(Beginning of INPUT RECORDS)
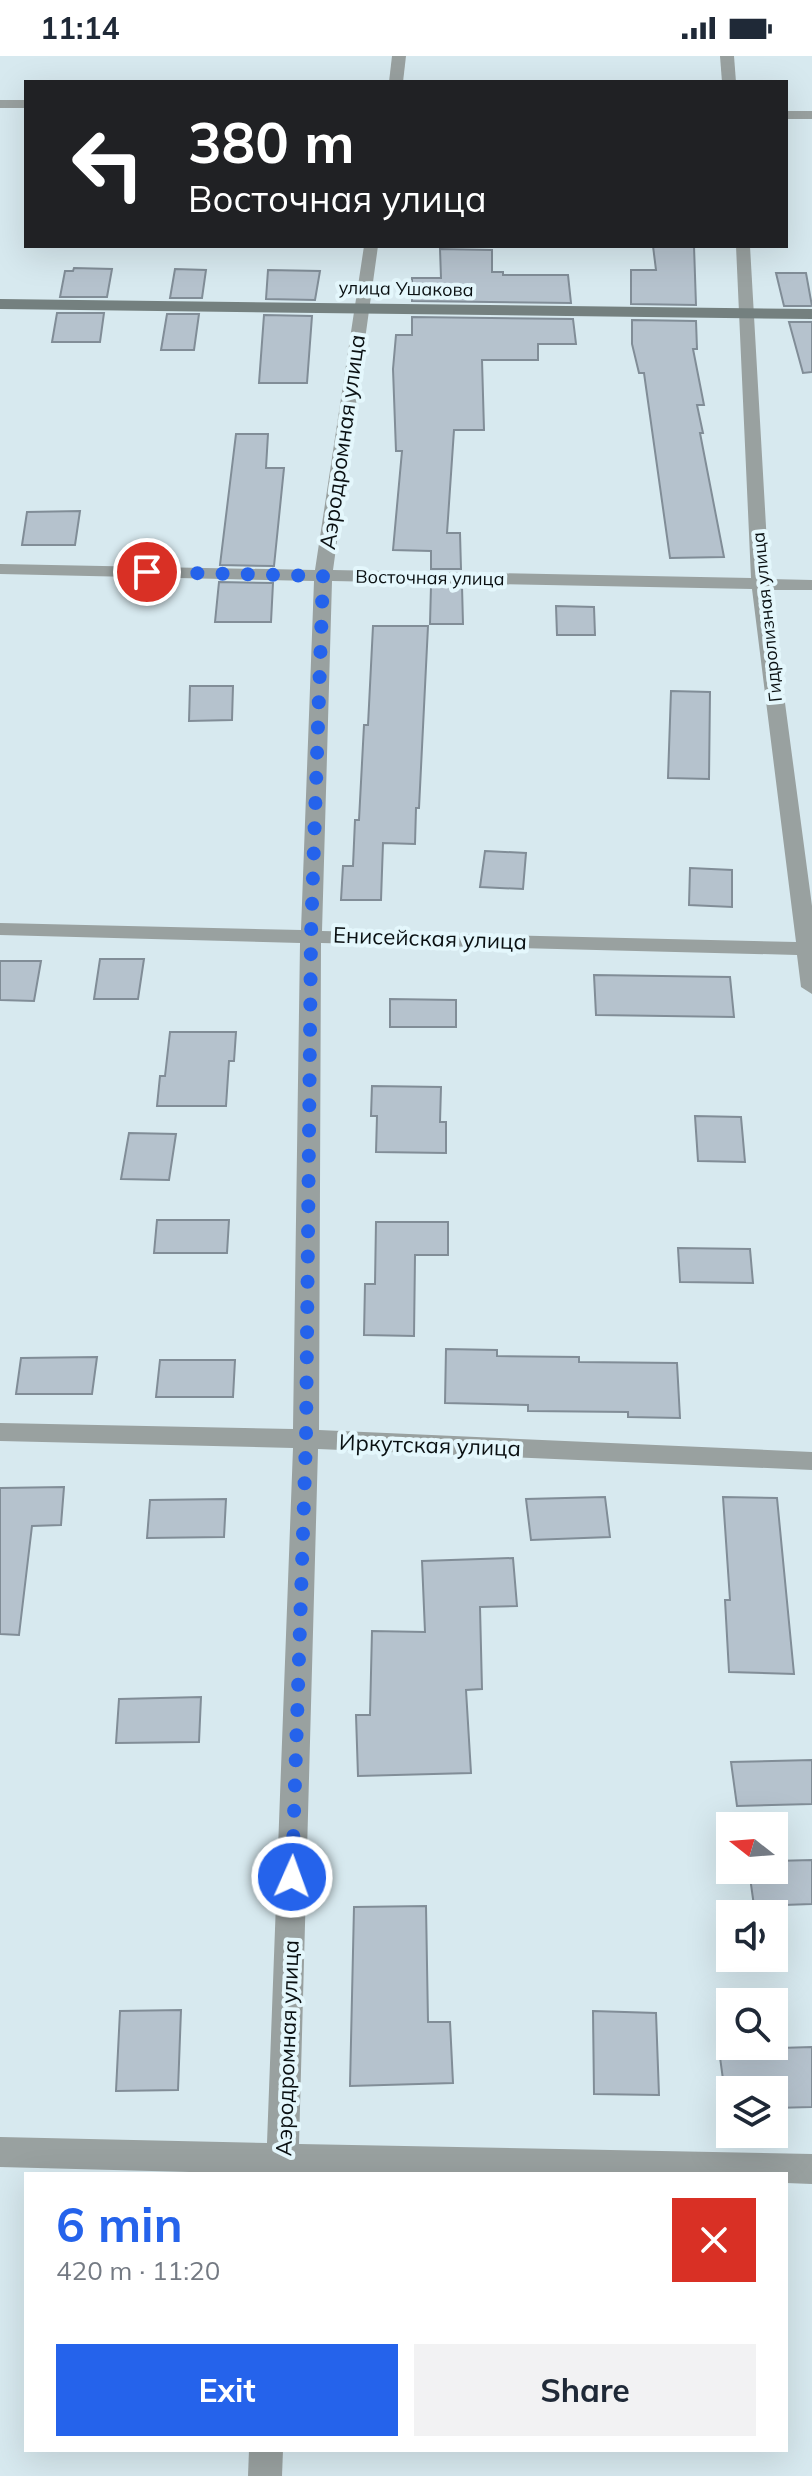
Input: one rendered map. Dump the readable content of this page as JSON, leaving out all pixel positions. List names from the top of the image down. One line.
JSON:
{"streets":{"street":["улица Ушакова","Аэродромная улица","Восточная улица","Гидролизная улица","Енисейская улица","Иркутская улица"]},"crossings":[["улица Ушакова","Аэродромная улица"],["улица Ушакова","Гидролизная улица"],["Аэродромная улица","Восточная улица"],["Аэродромная улица","Енисейская улица"],["Аэродромная улица","Иркутская улица"],["Восточная улица","Гидролизная улица"],["Гидролизная улица","Енисейская улица"]],"north":"left","page":{"status":"11:14","turn":["380 m","Восточная улица"],"heading":["6 min","420 m · 11:20"],"buttons":["Exit","Share"]}}
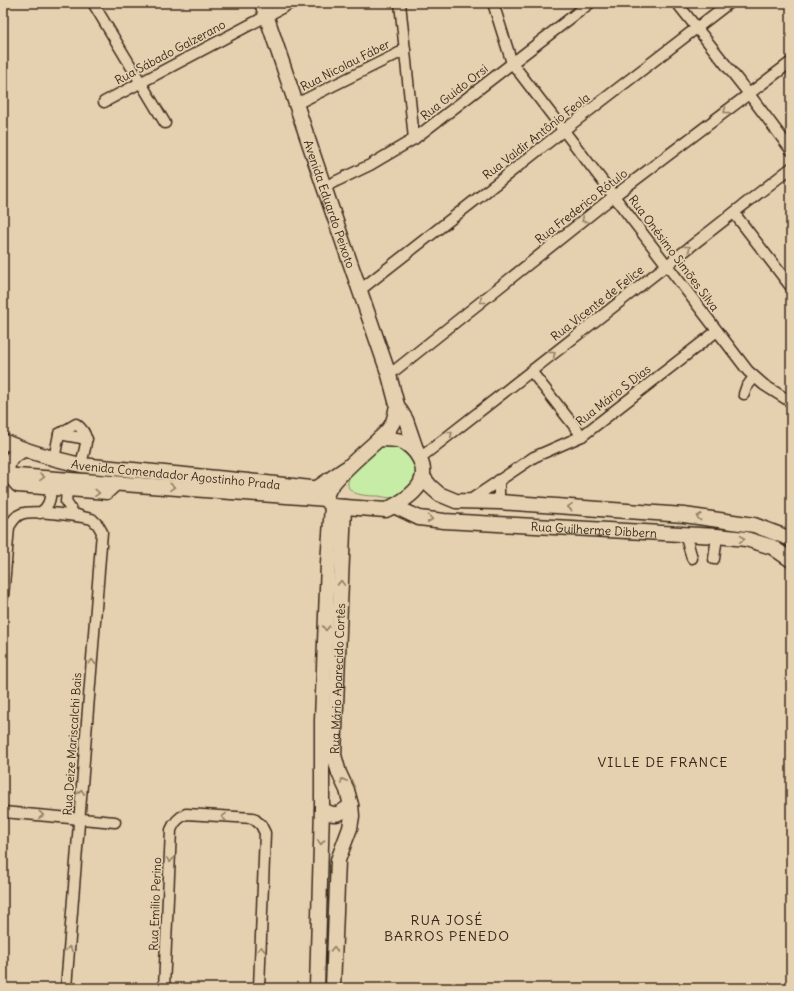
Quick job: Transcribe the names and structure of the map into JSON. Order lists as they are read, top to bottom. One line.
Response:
{"streets":{"street":["Rua Sábado Galzerano","Rua Nicolau Fáber","Rua Guido Orsi","Rua Valdir Antônio Feola","Avenida Eduardo Peixoto","Rua Frederico Rótulo","Rua Onésimo Simões Silva","Rua Vicente de Felice","Rua Mário S Dias","Avenida Comendador Agostinho Prada","Rua Guilherme Dibbern","Rua Mário Aparecido Cortês","Rua Deize Mariscalchi Bais","Rua Emílio Perino"]},"crossings":[["Rua Sábado Galzerano","Avenida Eduardo Peixoto"],["Rua Nicolau Fáber","Avenida Eduardo Peixoto"],["Rua Guido Orsi","Avenida Eduardo Peixoto"],["Rua Guido Orsi","Rua Onésimo Simões Silva"],["Rua Valdir Antônio Feola","Avenida Eduardo Peixoto"],["Rua Valdir Antônio Feola","Rua Onésimo Simões Silva"],["Avenida Eduardo Peixoto","Rua Frederico Rótulo"],["Avenida Eduardo Peixoto","Rua Vicente de Felice"],["Avenida Eduardo Peixoto","Rua Guilherme Dibbern"],["Rua Frederico Rótulo","Rua Onésimo Simões Silva"],["Rua Onésimo Simões Silva","Rua Vicente de Felice"],["Rua Onésimo Simões Silva","Rua Mário S Dias"],["Rua Mário S Dias","Rua Guilherme Dibbern"],["Avenida Comendador Agostinho Prada","Rua Guilherme Dibbern"],["Avenida Comendador Agostinho Prada","Rua Mário Aparecido Cortês"]],"one_way":["Rua Frederico Rótulo","Rua Vicente de Felice","Rua Deize Mariscalchi Bais"],"districts":["VILLE DE FRANCE","RUA JOSÉ BARROS PENEDO"]}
(End of INPUT RECORDS)
What lines in the material above include "JSON"? Copy every one of them.

_SOLUTION TO THIS PROBLEM_:
Input: one rendered map. Dump the readable content of this page as JSON, leaving out all pixel positions. List names from the top of the image down. One line.
JSON:
Quick job: Transcribe the names and structure of the map into JSON. Order lists as they are read, top to bottom. One line.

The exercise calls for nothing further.